Terri

My thoughts not theirs
2013-01-08 20:10:27 (UTC)

i dont wanna feel like this..

I told him I didn't want him to be my friend and he asked me why? I told him that I wanted to move on and I couldn't do that if I was his friend I told him that I didn't like feeling this way.. He flipped at me and told me to leave him alone so I said bye.. Yeah that's what I was trying to do.. I want to move... I needed to move on but that doesn't mean I wanted to, well not completely anyway.. The next day I cut myself on my stomach again with a razor, several times.. I couldn't help it.. It was like a nagging in my mind telling me to do it.. I couldn't control the urge.. I thought it was getting better after he spoke to me when he found out about the self harming.. I hadn't done it since, that was until yesterday.. Most of me knows that moving on is what's best for me. I can't keep holding on to him if it was only going to end in me being hurt.. I miss him.. A lot.
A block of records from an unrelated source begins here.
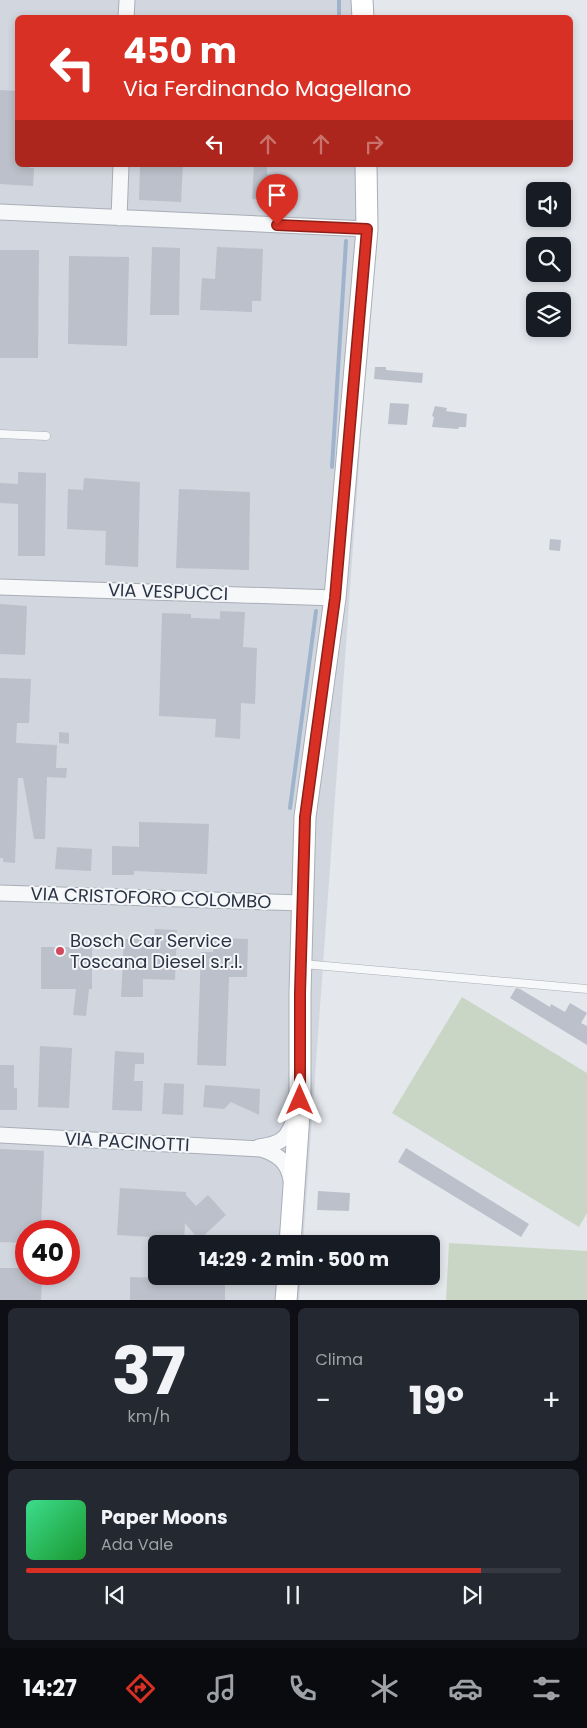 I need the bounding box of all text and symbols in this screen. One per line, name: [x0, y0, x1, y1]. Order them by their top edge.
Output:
text: 450 m: [123, 26, 237, 75]
icon: left: [40, 35, 105, 100]
text: Via Ferdinando Magellano: [123, 73, 411, 104]
icon: left: [201, 130, 229, 158]
icon: ahead: [254, 130, 282, 158]
icon: ahead: [307, 130, 335, 158]
icon: right: [360, 130, 388, 158]
pin: [256, 174, 298, 225]
icon: arrive: [263, 181, 291, 209]
map controls: [526, 182, 571, 337]
button: sound: [526, 182, 571, 227]
button: search: [526, 237, 571, 282]
button: layers: [526, 292, 571, 337]
street label: VIA VESPUCCI: [107, 577, 229, 606]
street label: VIA CRISTOFORO COLOMBO: [30, 881, 272, 914]
place label: Bosch Car Service Toscana Diesel s.r.l.: [70, 928, 242, 974]
marker: Bosch Car Service Toscana Diesel s.r.l.: [54, 945, 66, 957]
position arrow: [273, 1073, 325, 1125]
street label: VIA PACINOTTI: [64, 1126, 190, 1157]
speed limit sign: 40: [15, 1220, 80, 1285]
text: 14:29 · 2 min · 500 m: [199, 1246, 389, 1273]
text: 37: [112, 1326, 186, 1417]
text: Clima: [316, 1348, 363, 1371]
text: 19°: [409, 1374, 464, 1427]
text: −: [316, 1381, 331, 1420]
text: +: [542, 1381, 561, 1420]
text: km/h: [127, 1405, 170, 1428]
text: Paper Moons: [101, 1504, 228, 1531]
text: Ada Vale: [101, 1533, 173, 1556]
icon: previous: [101, 1581, 129, 1609]
icon: pause: [279, 1581, 307, 1609]
icon: next: [458, 1581, 486, 1609]
icon: directions: [123, 1671, 158, 1706]
icon: music: [204, 1671, 239, 1706]
icon: phone: [285, 1671, 320, 1706]
icon: climate: [367, 1671, 402, 1706]
icon: car: [448, 1671, 483, 1706]
icon: filters: [529, 1671, 564, 1706]
text: 14:27: [23, 1673, 77, 1704] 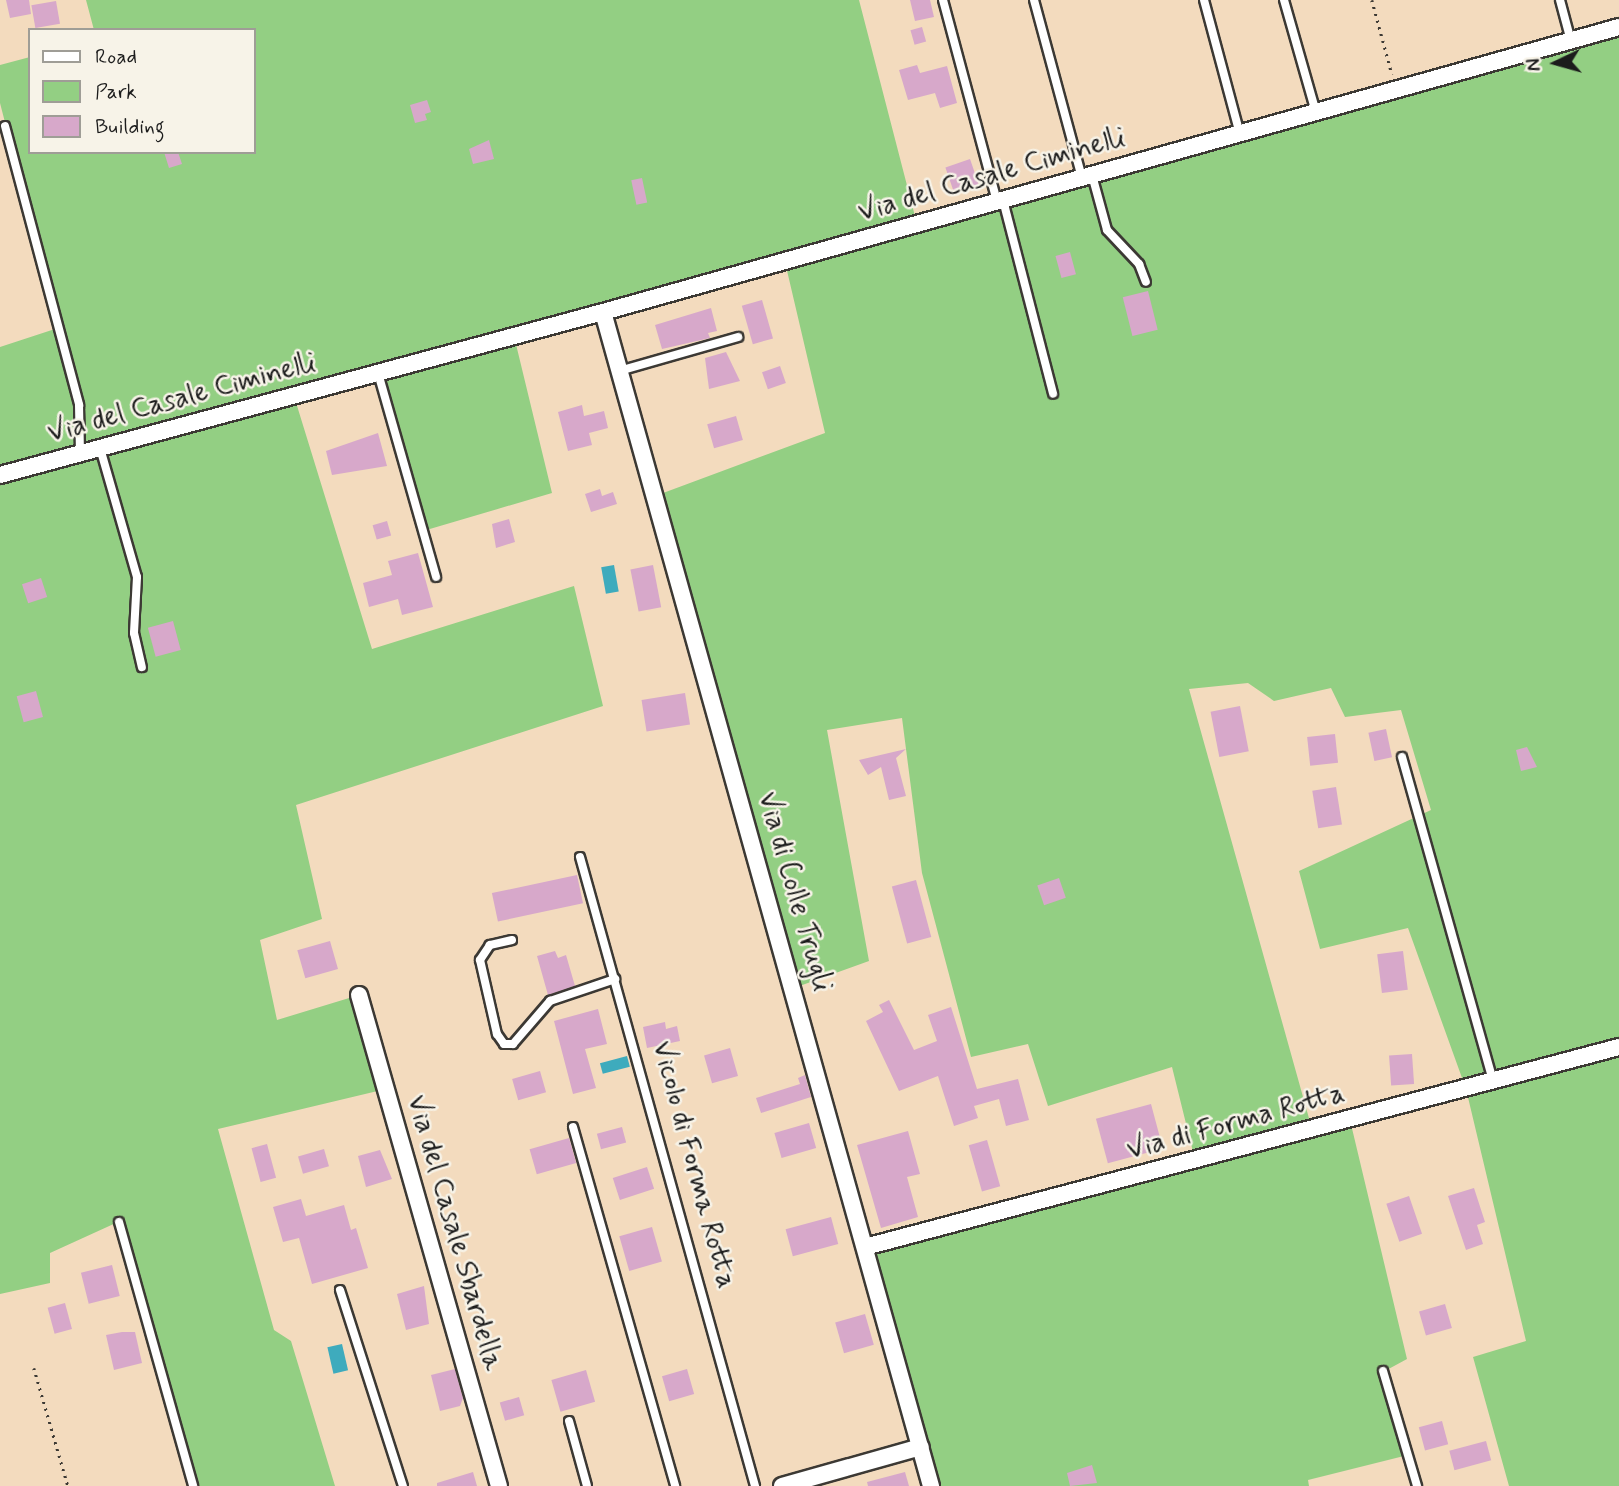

He was the reason I hadn't self harmed since just after he found out.. It used to be a daily occurence until then.. And it stopped suddenly and I wasn't even forcing myself to stop.. I just never had the urge again.. Until now.. But this time its different.. Before it was an urge to do it a little bit.. But I can't control it now... He was my rock but sooner or later I had to learn to be my own rock.. You can't trust anyone completely.. Even him I didn't trust completely but he knew more than anyone else. I have no one else to be there for me... Before I didn't think I could handle any of it anymore but now I know that its a pointless fight.. What exactly can I do? I can't stay in love with my rock when we both know that the ending of our story is going to be horrendous.. I don't know how I'm supposed to survive without him when he was supposed to be my knight.. I don't even know how I'm supposed to feel anymore!! I feel numb!! I want to be free from all this!! I can't take it!! Please some one help me!!!